Critiquing the Visual.ly Divorce PostPosted: March 13, 2012
Update: Paul Van Slembrouck, the designer of this graphic, has responded to the critique. Be sure to read his comments below!
I am a teaching fellow for a class at Harvard called “The Art of Numbers,” which teaches principles of data presentation to undergraduates from all concentrations. For a recent midterm, students were asked to analyze this graphic from Visual.ly:
For valentine’s day Visual.ly posted a series of visualizations of divorce statistics in the U.S.. Several aspects about this graph bothered me, and I thought it would make for a good exam question.
The point of this graph is to show the distribution in education levels of women who got divorced in 2008. The relative proportions are shown as flowers (from Tim Burton’s cottage, apparently) of different sizes.
The class is structured around the design philosophy of Edward Tufte, and in particular his book The Visual Display of Quantitative Information. The graphic above fails several of the design criteria put forth in that book:
Maximize Data Density
There are only 4 numbers behind this graphic. Would the information be any less clear if the four numbers were listed in a table?
Minimize Graphical Ambiguity
Most humans are pretty bad at estimating the relative sizes of 2-dimensional figures (they are even worse with 3 dimensions). This is one reason why pie charts are almost never an optimal representation of data — we are much better at comparing relative lengths than areas. This graph, while not as flashy, is more to the point:
Here the quantity is mapped onto height, making it easier to compare the relative categories.
The number of displayed dimensions should not exceed the number of data dimensions
Most of the graphical elements in Visual.ly’s image are superflous to the data — that is, they don’t encode any information. What does the height of the flowers mean? The number of leaves? The distance between flowers? Nothing. This extra decoration (Tufte might call it “chart junk”) at best distracts from the data, and at worst misleads the reader into interpreting data that doesn’t exist.
There is a more sinister issue with this graph — one which I believe flirts with Visual.ly’s code of ethics. The conclusion drawn from this graph is that “70 percent of divorced women did not finish college …women with higher levels of education wait longer to get married and report higher levels of satisfication than their less-educated counterparts.”
This conclusion ignores the education distribution for the population as a whole. This is important — were there fewer divorces among the college-educated because such people are less likely to divorce, or simply because there are fewer of them?
To emphasize the problem, consider the category of “women who divorced in 2008 and have won $10,000 or more in the lottery.” There are probably a few such women, and the divorce rate within this category is (obviously) 100%. However, they would represent a vanishingly small flower on the plot, since — overall — very few women fall into this category. Might Visual.ly conclude that divorced lottery winners have low divorce rates from this information?

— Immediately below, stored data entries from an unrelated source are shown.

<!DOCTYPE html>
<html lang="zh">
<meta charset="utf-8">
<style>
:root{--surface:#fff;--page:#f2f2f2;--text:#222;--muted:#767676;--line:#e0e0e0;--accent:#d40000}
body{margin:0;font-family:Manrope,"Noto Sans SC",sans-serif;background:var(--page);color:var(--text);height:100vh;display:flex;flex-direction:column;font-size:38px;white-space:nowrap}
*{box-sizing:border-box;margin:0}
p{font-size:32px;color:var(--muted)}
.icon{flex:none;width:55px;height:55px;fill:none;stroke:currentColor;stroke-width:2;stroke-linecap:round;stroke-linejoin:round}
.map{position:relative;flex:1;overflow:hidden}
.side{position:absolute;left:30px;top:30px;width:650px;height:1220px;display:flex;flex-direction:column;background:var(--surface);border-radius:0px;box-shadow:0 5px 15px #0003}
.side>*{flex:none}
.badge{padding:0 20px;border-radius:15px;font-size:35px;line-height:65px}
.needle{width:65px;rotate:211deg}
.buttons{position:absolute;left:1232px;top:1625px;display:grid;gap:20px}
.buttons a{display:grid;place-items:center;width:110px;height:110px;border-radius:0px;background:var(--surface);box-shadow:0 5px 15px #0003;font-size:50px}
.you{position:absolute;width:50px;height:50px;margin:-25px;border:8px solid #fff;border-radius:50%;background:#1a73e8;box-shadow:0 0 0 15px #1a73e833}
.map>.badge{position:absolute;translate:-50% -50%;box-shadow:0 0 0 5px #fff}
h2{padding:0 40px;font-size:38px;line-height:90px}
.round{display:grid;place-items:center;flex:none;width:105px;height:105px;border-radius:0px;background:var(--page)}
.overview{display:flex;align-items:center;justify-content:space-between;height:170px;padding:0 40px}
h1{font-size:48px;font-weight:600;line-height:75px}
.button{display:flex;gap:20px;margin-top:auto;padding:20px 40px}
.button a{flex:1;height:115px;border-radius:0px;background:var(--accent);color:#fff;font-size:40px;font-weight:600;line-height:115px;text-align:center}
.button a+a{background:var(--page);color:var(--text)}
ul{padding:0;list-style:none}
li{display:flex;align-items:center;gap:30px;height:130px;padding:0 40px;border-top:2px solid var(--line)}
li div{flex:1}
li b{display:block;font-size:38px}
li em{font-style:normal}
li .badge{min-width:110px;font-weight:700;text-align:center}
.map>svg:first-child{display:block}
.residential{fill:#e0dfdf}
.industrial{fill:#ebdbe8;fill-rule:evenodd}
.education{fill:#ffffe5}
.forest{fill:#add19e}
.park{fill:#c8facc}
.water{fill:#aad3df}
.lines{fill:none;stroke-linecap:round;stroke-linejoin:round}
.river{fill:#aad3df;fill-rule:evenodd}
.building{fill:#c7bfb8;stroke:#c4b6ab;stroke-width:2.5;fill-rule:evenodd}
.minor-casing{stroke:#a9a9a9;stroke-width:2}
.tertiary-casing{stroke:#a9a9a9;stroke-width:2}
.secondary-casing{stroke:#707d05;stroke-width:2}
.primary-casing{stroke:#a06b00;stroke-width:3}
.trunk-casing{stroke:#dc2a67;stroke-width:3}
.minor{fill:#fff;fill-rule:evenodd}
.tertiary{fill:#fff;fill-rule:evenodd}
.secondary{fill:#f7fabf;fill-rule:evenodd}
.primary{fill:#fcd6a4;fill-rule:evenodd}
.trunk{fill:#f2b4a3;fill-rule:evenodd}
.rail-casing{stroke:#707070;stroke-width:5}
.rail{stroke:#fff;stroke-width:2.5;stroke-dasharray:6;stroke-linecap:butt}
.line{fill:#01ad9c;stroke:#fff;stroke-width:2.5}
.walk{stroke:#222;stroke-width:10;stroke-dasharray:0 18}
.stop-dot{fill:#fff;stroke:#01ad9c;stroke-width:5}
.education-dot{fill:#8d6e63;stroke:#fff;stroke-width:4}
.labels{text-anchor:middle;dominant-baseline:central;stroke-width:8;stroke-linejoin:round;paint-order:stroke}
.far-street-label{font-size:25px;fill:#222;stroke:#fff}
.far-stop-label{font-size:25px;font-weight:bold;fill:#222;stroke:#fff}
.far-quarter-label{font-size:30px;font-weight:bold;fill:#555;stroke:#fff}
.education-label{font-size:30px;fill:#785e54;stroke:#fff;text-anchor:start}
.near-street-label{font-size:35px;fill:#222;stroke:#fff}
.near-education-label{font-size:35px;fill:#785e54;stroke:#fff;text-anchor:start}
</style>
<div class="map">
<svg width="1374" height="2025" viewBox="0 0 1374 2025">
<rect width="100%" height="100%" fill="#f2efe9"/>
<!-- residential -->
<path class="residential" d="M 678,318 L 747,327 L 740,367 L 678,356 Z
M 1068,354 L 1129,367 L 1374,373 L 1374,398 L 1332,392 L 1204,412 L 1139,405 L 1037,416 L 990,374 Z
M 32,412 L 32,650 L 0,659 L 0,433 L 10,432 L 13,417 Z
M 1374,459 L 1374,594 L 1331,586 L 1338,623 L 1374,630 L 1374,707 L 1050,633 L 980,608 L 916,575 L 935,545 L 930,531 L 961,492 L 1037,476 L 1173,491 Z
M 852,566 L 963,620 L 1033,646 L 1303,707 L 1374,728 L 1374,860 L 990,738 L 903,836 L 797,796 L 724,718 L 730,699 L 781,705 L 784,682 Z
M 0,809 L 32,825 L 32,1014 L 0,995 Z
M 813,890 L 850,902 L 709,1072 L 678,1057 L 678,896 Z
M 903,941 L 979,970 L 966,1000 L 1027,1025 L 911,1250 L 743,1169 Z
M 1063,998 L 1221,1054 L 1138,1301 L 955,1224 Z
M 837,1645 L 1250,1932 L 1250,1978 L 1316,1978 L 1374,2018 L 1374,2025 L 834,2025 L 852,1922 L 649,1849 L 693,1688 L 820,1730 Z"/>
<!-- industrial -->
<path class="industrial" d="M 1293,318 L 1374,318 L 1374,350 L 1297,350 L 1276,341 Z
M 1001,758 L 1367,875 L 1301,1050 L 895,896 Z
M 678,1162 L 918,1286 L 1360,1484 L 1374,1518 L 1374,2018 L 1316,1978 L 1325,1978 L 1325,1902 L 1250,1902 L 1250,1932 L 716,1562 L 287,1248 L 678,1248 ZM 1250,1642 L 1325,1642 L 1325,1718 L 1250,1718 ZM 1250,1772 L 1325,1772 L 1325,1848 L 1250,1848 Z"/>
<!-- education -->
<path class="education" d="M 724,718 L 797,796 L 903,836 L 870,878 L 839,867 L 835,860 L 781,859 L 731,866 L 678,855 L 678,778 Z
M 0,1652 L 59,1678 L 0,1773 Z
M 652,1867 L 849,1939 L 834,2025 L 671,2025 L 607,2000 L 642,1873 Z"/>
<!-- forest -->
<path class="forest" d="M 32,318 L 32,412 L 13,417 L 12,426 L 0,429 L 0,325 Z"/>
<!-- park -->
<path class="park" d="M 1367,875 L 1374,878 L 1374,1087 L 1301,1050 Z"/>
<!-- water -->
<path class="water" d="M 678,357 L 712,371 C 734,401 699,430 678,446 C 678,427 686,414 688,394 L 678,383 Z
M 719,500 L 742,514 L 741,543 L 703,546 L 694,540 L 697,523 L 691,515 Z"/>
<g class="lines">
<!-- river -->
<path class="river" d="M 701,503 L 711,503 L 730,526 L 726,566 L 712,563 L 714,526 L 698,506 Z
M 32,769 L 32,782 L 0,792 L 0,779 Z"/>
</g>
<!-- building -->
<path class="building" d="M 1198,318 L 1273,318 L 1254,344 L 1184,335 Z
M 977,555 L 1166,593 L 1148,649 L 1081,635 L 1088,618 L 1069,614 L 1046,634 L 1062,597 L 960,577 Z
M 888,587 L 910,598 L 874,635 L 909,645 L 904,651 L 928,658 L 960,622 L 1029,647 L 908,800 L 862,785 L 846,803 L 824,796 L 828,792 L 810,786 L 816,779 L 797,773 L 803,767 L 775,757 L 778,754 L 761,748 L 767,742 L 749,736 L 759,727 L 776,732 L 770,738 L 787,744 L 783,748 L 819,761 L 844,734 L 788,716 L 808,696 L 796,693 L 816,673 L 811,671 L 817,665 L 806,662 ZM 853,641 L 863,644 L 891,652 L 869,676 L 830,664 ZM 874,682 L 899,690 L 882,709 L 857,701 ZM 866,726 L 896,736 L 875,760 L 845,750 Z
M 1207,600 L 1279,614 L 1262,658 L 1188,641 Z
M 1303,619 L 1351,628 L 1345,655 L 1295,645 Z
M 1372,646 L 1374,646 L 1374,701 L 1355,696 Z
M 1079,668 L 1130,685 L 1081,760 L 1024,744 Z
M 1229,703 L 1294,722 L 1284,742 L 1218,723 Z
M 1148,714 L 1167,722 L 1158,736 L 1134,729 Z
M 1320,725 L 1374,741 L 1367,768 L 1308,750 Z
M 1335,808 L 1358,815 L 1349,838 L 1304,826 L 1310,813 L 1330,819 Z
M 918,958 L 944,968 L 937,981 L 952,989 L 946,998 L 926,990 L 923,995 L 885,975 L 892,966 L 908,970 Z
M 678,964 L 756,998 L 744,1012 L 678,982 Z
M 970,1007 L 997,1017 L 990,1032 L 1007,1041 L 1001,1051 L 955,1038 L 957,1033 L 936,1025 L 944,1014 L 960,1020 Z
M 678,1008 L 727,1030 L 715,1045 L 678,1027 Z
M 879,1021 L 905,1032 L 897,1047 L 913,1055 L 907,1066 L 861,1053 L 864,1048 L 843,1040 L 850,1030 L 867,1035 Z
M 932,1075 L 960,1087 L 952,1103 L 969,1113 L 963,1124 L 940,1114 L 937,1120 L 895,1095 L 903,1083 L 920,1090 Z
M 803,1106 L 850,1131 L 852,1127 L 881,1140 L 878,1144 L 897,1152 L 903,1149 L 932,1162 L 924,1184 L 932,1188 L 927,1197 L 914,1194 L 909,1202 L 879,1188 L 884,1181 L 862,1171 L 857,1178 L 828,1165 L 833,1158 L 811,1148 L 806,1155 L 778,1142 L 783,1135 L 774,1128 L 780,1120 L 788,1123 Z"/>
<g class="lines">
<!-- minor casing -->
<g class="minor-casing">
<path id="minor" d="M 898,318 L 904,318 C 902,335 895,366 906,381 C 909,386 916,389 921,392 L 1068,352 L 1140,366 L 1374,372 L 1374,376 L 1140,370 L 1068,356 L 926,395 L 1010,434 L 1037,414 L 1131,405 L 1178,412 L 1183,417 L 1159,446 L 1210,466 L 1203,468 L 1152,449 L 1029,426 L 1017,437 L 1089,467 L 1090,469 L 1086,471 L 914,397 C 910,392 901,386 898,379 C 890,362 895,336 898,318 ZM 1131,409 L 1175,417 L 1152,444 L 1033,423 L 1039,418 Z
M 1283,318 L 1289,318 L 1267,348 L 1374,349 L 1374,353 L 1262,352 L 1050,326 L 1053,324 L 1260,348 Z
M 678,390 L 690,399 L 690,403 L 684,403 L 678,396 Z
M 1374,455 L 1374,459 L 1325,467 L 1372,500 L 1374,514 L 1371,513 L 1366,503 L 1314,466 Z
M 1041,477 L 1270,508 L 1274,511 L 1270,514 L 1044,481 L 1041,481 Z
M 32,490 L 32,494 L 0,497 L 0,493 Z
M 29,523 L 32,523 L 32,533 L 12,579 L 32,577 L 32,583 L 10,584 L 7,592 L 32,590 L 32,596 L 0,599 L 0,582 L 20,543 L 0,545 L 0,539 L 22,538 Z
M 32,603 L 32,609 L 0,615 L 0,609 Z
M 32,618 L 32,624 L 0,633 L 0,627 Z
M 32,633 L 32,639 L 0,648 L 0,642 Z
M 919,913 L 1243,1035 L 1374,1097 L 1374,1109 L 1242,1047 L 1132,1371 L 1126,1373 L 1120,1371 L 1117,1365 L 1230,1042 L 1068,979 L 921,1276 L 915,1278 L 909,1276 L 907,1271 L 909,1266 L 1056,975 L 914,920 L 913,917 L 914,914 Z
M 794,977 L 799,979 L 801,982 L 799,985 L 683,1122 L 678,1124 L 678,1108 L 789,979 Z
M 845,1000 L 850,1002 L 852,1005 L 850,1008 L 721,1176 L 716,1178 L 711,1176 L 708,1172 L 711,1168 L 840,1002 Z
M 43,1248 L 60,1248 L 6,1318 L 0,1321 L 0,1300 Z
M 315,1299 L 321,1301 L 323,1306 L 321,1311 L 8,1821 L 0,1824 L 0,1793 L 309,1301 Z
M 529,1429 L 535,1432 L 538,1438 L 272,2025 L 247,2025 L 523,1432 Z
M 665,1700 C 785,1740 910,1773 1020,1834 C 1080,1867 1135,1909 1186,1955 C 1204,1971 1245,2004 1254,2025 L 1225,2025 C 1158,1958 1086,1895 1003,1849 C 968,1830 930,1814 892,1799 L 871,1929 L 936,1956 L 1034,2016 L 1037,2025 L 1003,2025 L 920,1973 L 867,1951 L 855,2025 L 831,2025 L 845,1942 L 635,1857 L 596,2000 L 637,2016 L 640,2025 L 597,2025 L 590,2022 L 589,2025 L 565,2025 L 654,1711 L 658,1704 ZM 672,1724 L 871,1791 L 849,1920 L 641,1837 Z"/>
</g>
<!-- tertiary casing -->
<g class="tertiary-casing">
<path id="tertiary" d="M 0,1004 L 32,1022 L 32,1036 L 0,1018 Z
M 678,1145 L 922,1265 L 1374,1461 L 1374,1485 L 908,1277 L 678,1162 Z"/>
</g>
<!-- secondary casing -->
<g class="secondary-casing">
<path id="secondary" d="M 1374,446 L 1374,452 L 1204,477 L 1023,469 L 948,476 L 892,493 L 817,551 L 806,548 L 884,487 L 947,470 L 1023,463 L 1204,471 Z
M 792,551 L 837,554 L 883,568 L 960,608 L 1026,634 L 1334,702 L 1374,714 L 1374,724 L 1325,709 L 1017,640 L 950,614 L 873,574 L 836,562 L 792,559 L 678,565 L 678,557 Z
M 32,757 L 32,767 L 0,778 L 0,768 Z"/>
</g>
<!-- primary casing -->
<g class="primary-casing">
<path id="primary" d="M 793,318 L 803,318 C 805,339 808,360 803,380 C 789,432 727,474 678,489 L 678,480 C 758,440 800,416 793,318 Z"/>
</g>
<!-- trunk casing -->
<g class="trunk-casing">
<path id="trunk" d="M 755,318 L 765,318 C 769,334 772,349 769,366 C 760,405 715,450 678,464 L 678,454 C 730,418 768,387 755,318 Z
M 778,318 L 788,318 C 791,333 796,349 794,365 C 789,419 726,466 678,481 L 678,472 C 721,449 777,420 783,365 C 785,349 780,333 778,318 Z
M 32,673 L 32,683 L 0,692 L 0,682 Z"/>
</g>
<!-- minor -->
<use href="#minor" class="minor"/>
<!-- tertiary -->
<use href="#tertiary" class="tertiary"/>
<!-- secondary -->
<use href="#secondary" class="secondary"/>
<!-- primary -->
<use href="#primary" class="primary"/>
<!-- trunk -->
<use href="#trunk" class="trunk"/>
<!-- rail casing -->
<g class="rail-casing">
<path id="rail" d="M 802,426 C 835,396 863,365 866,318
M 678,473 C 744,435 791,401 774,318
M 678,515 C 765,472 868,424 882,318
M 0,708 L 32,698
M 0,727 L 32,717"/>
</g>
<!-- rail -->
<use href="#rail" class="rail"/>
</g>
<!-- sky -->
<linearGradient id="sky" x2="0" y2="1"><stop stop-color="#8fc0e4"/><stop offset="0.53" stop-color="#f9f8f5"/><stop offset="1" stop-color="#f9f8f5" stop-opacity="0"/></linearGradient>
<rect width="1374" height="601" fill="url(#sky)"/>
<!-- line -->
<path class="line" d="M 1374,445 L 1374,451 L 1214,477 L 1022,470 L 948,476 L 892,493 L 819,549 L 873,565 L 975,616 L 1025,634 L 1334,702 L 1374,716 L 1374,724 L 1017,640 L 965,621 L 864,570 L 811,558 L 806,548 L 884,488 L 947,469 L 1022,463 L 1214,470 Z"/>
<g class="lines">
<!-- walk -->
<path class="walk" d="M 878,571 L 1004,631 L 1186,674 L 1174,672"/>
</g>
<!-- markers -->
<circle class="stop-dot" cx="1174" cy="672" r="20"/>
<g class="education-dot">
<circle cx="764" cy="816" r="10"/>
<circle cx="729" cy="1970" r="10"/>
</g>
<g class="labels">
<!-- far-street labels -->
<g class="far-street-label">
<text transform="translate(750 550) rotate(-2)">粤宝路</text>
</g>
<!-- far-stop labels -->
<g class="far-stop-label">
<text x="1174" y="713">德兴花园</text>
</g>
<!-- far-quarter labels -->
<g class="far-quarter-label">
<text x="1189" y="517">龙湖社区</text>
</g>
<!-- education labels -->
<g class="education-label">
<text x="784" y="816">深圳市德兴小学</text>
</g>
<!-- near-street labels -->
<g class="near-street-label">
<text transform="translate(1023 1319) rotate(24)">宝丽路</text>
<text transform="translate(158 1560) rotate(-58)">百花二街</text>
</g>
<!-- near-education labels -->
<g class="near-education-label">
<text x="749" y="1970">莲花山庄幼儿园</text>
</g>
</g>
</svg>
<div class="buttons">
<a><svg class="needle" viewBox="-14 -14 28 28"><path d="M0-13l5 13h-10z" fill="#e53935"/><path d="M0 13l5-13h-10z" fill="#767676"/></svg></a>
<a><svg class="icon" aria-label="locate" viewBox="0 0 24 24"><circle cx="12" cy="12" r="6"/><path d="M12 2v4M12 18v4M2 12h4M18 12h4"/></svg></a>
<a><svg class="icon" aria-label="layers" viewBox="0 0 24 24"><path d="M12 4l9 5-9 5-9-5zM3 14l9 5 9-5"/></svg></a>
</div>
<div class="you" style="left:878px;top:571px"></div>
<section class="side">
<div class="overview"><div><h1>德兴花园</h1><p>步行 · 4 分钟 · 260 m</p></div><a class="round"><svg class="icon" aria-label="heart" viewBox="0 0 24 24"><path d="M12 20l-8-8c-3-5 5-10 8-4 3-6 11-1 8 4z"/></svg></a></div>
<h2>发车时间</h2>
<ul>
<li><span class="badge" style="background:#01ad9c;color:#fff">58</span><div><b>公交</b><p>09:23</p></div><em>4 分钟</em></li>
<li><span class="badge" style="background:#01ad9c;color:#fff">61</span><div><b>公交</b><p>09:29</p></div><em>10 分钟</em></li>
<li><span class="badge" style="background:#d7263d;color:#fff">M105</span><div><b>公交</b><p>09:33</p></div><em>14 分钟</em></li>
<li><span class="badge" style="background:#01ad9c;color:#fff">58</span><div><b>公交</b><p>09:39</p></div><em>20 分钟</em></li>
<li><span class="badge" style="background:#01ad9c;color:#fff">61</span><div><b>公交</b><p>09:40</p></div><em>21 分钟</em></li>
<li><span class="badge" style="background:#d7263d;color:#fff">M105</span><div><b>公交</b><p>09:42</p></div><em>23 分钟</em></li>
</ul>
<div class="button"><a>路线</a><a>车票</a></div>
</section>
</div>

Looking at the distribution of education for all Americans over 25, we get the following breakdown (note that the Associate’s degree seems to correspond to the “some college education” category in Visual.ly’s graphic):
This is nearly identical to the first plot. Lets plot the two data sets against each other:
Only after we have both of these pieces of information can we calculate the divorce rate within each category. The most obvious point is that there are disproportionally more divorced women in the “some college education” category compared to the general population. However, people with college degrees are essentially no more or less likely to divorce than people with no high school diploma (in fact, the numbers imply women without high school degrees had a slightly lower divorce rate in 2008 than the other categories). This crucial extra information undermines the conclusion of the first graph. Even if it didn’t, however, the caption under the first graph has no business drawing the conclusions it does, given the data it isn’t taking into account.
Part of the “Art of Numbers” class involves students collecting and critiquing visualizations they find on the web. Visual.ly is a frequent source of such graphics, and the class is divided about the website. Some take the Tufte-esque view that data graphics should not be decorated any more than what is required to display the data. Others think that graphics like those on Visual.ly play an important role, in that “pretty” charts grab people’s attention and reach a wider audience (of course, a great graphic should do both!).
I appreciate the tension between aesthetic appeal and information content, but I also think that Visual.ly is sacrificing clarity and efficiency in the name of graphical decoration. And regardless of aesthetic issues, it’s never acceptable to over-interpret what the data actually say.